As demonstrated in Table 1, the majority of the studies and experiments were implemented on Twitter datasets. This is due to the effortless accessibility and availability of tweets that can be crawled utilizing the Twitter API. Out of all, most of the research focuses on the identification of hate speech and differentiating them from non-hate (or offensive) texts. Most of the research into cyber-hate was applied in the English language, while related work in other languages is scarce due to the lack of available datasets or the difficulty of their morphology as in the Arabic language.

4. Cyber-Hate Speech Detection Approaches

In recent years, some sentiment-based methods have been published to detect and identify abusive language [80]. These approaches are the machine-learning approach, the lexicon-based approach, and the hybrid approach, as shown in Figure 5.

On the one hand, the Machine Learning Approach (MLA) comprises the following methods: supervised machine learning, un-supervised machine learning, semi-supervised machine learning and deep learning.
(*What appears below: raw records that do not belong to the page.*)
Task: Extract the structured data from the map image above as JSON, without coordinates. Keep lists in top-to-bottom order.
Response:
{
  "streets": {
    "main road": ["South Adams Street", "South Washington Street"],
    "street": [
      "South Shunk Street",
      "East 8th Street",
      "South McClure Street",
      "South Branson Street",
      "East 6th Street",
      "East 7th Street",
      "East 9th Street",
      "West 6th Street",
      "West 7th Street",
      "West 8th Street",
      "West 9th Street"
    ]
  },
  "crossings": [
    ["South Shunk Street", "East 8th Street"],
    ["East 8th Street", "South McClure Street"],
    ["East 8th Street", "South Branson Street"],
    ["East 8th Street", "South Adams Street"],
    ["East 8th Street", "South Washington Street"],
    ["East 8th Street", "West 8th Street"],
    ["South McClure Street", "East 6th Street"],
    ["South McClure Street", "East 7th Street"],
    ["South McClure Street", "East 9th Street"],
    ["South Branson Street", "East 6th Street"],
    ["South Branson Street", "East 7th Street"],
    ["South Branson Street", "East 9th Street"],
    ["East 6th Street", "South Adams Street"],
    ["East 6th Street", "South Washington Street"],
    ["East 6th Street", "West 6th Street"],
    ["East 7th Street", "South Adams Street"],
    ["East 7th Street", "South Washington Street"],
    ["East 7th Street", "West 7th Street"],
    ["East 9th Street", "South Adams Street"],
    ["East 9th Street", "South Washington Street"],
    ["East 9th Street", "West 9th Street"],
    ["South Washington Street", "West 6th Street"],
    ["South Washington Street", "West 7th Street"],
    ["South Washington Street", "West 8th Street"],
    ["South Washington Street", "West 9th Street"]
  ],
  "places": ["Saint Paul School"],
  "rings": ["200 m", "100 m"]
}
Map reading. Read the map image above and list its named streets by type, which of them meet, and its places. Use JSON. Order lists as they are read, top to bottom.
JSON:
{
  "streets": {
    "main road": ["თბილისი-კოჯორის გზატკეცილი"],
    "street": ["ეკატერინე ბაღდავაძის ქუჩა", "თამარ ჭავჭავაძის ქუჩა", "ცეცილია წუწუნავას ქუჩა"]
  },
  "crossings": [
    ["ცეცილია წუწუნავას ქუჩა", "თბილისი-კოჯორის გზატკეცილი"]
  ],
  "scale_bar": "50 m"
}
In a supervised machine learning approach, the classifier is built to learn the properties of categories or classes automatically from a set of pre-annotated training textual content. When utilizing the supervised machine learning approach, some main issues and challenges have to be considered, such as the categories to be used to classify the instances, the labeled training data, the extracted and selected features to be used to represent each unknown textual content, and the selected algorithm to be used for categorization [81]. In unsupervised machine learning, the machine attempts to find and understand the hidden structure within unlabeled data [82]. Semi-supervised learning is concerned with how the combination of labeled and unlabeled data will change the behavior of learning and designing algorithms that benefit from such a combination [83]. The Deep Learning approach, inspired by artificial neural networks, is an evolving branch of machine learning [84]. With the aid of the hierarchy of layers, it provides ways of learning data representations in a supervised and unsupervised manner, allowing multiple processing [85].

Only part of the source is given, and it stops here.